(Stored items)

------------------------------------

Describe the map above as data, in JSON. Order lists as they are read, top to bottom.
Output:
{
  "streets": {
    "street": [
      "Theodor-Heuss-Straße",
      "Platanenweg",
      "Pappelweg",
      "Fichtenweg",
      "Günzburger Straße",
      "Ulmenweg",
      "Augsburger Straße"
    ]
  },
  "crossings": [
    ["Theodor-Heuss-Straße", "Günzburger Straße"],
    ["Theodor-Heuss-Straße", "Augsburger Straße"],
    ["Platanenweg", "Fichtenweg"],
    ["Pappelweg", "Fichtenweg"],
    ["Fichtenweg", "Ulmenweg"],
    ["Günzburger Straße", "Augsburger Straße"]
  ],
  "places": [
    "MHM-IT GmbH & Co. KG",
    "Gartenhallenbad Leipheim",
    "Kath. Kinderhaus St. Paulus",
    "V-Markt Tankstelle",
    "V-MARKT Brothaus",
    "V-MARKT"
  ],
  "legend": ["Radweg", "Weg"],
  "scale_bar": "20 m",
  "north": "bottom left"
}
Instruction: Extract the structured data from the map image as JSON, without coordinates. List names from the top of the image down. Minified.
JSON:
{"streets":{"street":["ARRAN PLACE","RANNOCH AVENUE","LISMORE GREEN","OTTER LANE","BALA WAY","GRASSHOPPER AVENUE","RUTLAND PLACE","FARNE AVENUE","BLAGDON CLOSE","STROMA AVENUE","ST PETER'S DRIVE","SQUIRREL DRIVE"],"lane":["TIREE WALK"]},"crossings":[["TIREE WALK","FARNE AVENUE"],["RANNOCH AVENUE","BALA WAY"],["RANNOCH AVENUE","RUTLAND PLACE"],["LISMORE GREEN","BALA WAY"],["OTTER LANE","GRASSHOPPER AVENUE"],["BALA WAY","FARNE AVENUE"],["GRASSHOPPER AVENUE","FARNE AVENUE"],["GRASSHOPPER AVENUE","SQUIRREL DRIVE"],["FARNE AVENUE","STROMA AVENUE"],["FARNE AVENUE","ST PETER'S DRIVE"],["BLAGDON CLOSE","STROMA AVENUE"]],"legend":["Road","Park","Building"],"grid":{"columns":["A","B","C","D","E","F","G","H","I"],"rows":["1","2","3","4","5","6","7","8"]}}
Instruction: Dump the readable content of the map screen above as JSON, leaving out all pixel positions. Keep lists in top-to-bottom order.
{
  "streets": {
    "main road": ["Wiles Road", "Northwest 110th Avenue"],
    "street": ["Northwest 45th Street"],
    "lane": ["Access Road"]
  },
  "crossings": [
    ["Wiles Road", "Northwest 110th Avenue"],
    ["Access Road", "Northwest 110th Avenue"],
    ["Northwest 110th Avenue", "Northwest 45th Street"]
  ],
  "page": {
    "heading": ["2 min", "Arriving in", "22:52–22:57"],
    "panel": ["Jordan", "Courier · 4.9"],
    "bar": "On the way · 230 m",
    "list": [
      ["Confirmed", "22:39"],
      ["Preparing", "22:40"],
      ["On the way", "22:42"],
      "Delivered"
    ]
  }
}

------------------------------------

Problem to work on - Reproduce each record above exactly, keeping every word as it stands.

Solved problem -
Describe the map above as data, in JSON. Order lists as they are read, top to bottom.
Output:
{
  "streets": {
    "street": [
      "Theodor-Heuss-Straße",
      "Platanenweg",
      "Pappelweg",
      "Fichtenweg",
      "Günzburger Straße",
      "Ulmenweg",
      "Augsburger Straße"
    ]
  },
  "crossings": [
    ["Theodor-Heuss-Straße", "Günzburger Straße"],
    ["Theodor-Heuss-Straße", "Augsburger Straße"],
    ["Platanenweg", "Fichtenweg"],
    ["Pappelweg", "Fichtenweg"],
    ["Fichtenweg", "Ulmenweg"],
    ["Günzburger Straße", "Augsburger Straße"]
  ],
  "places": [
    "MHM-IT GmbH & Co. KG",
    "Gartenhallenbad Leipheim",
    "Kath. Kinderhaus St. Paulus",
    "V-Markt Tankstelle",
    "V-MARKT Brothaus",
    "V-MARKT"
  ],
  "legend": ["Radweg", "Weg"],
  "scale_bar": "20 m",
  "north": "bottom left"
}
Instruction: Extract the structured data from the map image as JSON, without coordinates. List names from the top of the image down. Minified.
JSON:
{"streets":{"street":["ARRAN PLACE","RANNOCH AVENUE","LISMORE GREEN","OTTER LANE","BALA WAY","GRASSHOPPER AVENUE","RUTLAND PLACE","FARNE AVENUE","BLAGDON CLOSE","STROMA AVENUE","ST PETER'S DRIVE","SQUIRREL DRIVE"],"lane":["TIREE WALK"]},"crossings":[["TIREE WALK","FARNE AVENUE"],["RANNOCH AVENUE","BALA WAY"],["RANNOCH AVENUE","RUTLAND PLACE"],["LISMORE GREEN","BALA WAY"],["OTTER LANE","GRASSHOPPER AVENUE"],["BALA WAY","FARNE AVENUE"],["GRASSHOPPER AVENUE","FARNE AVENUE"],["GRASSHOPPER AVENUE","SQUIRREL DRIVE"],["FARNE AVENUE","STROMA AVENUE"],["FARNE AVENUE","ST PETER'S DRIVE"],["BLAGDON CLOSE","STROMA AVENUE"]],"legend":["Road","Park","Building"],"grid":{"columns":["A","B","C","D","E","F","G","H","I"],"rows":["1","2","3","4","5","6","7","8"]}}
Instruction: Dump the readable content of the map screen above as JSON, leaving out all pixel positions. Keep lists in top-to-bottom order.
{
  "streets": {
    "main road": ["Wiles Road", "Northwest 110th Avenue"],
    "street": ["Northwest 45th Street"],
    "lane": ["Access Road"]
  },
  "crossings": [
    ["Wiles Road", "Northwest 110th Avenue"],
    ["Access Road", "Northwest 110th Avenue"],
    ["Northwest 110th Avenue", "Northwest 45th Street"]
  ],
  "page": {
    "heading": ["2 min", "Arriving in", "22:52–22:57"],
    "panel": ["Jordan", "Courier · 4.9"],
    "bar": "On the way · 230 m",
    "list": [
      ["Confirmed", "22:39"],
      ["Preparing", "22:40"],
      ["On the way", "22:42"],
      "Delivered"
    ]
  }
}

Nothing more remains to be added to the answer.